Sunday, December 18, 2005

A chanted Penitential Rite for 4th Sunday of Advent

You heavens, open from above,
to rain down the Just One: Lord, have mercy.

Do not remember, O Lord, our sins,
for desolate is your holy city, Jerusalem: Christ, have mercy.

Console us, console us, your Israel,
and send the Redeemer
to free your captive people: Lord, have mercy.

6 comments:

Fr Martin Fox said...

Mark:

I adapted this from the traditional prayer, Rorate Coeli, and the opening antiphon for Mass for the 4th Sunday of Advent.

Since that prayer so freely uses Zion, Jerusalem and Israel, I didn't see a problem . . .

Anonymous said...

I disagree that this is a problem at all. Catholic theology and liturgy have always understood that the ingrafting of the Gentiles did not create a new thing called the Church. Rather, the Church is the continuation of God's Israel, made inclusive by the joining of the circumcision and uncircumcision into a single People, heir to all the promises. This isn't "replacement theology," but the recognition that God's Israel is not identical with what Paul calls "Israel according to the flesh."

Fr Martin Fox said...

Mark:

You raise interesting questions, which I wanted to think about before I offered a response.

I share a concern about suggesting the Jewish People are simply tossed aside and "replaced"; however, that's not to say -- as some have suggested -- that the Mosaic Covenant per se is sufficient for salvation.

(I disagree with those who seem to say that Christians needn't proclaim Christ to their elder brothers and sisters in Abraham -- not to suggest you have said as much.)

As you say, Gentile believers are "grafted in."

What of the natural branches that disbelieve? We hope and pray for their re-grafting back in, as Paul suggests in Romans.

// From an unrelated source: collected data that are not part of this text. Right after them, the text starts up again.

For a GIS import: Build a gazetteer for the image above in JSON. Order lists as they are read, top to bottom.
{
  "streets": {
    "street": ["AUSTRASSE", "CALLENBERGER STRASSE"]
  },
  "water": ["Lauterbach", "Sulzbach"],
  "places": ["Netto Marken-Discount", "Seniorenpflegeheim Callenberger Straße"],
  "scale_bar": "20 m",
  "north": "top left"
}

My preference is to refer to both the Church in the NT and present setting, and Israel in the Old Testament, as "God's People," especially so that OT passages not be about "them" when they're critical, but about "us" when praiseworthy. They're all about both "them" and "us."

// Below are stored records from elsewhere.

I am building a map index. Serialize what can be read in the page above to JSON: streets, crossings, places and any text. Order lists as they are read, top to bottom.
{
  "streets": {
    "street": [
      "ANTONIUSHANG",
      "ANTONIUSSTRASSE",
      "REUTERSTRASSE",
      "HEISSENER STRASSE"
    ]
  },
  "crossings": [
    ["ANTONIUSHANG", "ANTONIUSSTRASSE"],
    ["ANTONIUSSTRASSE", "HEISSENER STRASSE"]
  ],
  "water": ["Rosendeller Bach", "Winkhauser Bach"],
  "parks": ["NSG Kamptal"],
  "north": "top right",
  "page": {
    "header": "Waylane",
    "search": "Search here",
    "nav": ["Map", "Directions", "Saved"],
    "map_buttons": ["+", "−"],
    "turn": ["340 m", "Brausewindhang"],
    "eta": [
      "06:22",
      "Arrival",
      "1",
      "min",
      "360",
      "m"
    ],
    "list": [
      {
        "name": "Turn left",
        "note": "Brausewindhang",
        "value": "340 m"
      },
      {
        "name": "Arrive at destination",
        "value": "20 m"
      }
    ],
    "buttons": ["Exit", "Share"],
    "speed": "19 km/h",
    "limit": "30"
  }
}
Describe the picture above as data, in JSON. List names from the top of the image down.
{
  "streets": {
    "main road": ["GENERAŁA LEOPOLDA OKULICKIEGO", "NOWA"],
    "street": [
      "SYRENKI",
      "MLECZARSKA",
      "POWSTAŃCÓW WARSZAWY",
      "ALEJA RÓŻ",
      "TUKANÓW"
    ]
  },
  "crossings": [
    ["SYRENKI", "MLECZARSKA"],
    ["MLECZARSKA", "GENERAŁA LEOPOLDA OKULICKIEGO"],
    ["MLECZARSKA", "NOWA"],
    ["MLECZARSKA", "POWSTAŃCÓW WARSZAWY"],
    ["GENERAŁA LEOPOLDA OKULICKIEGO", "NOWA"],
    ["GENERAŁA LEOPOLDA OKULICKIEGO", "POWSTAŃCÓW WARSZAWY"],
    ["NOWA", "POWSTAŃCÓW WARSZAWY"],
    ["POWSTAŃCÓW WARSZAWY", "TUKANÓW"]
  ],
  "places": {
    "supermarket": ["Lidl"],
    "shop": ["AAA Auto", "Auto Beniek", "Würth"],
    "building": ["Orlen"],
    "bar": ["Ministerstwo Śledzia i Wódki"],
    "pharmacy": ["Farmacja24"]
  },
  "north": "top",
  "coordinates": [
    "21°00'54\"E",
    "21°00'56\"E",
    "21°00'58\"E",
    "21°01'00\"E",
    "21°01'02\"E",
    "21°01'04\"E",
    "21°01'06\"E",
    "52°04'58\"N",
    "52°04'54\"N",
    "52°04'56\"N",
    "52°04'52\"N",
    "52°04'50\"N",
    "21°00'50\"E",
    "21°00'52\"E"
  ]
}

I would be disinclined to attempt an "explanation" of a Penitential Rite, per se; I'd prefer to deal with the matter over time, in teaching and preaching. (Now, one might "ding" me for composing a text for the Penitential Rite at all, as opposed simply to using existing texts. However, I think composing a text, especially one based on the antiphon, is a reasonable interpretation of the GIRM.)

Anonymous said...

Israel according to the spirit needn't exclude Israel according to the flesh. As St Paul put it, he had a claim to both. But as he also put it, his hope in the promises did not come from the fact that he belonged to Israel according to the flesh (by his Hebrew lineage and circumcision), but rather because he belonged to God's Israel according to the spirit, in Christ Jesus.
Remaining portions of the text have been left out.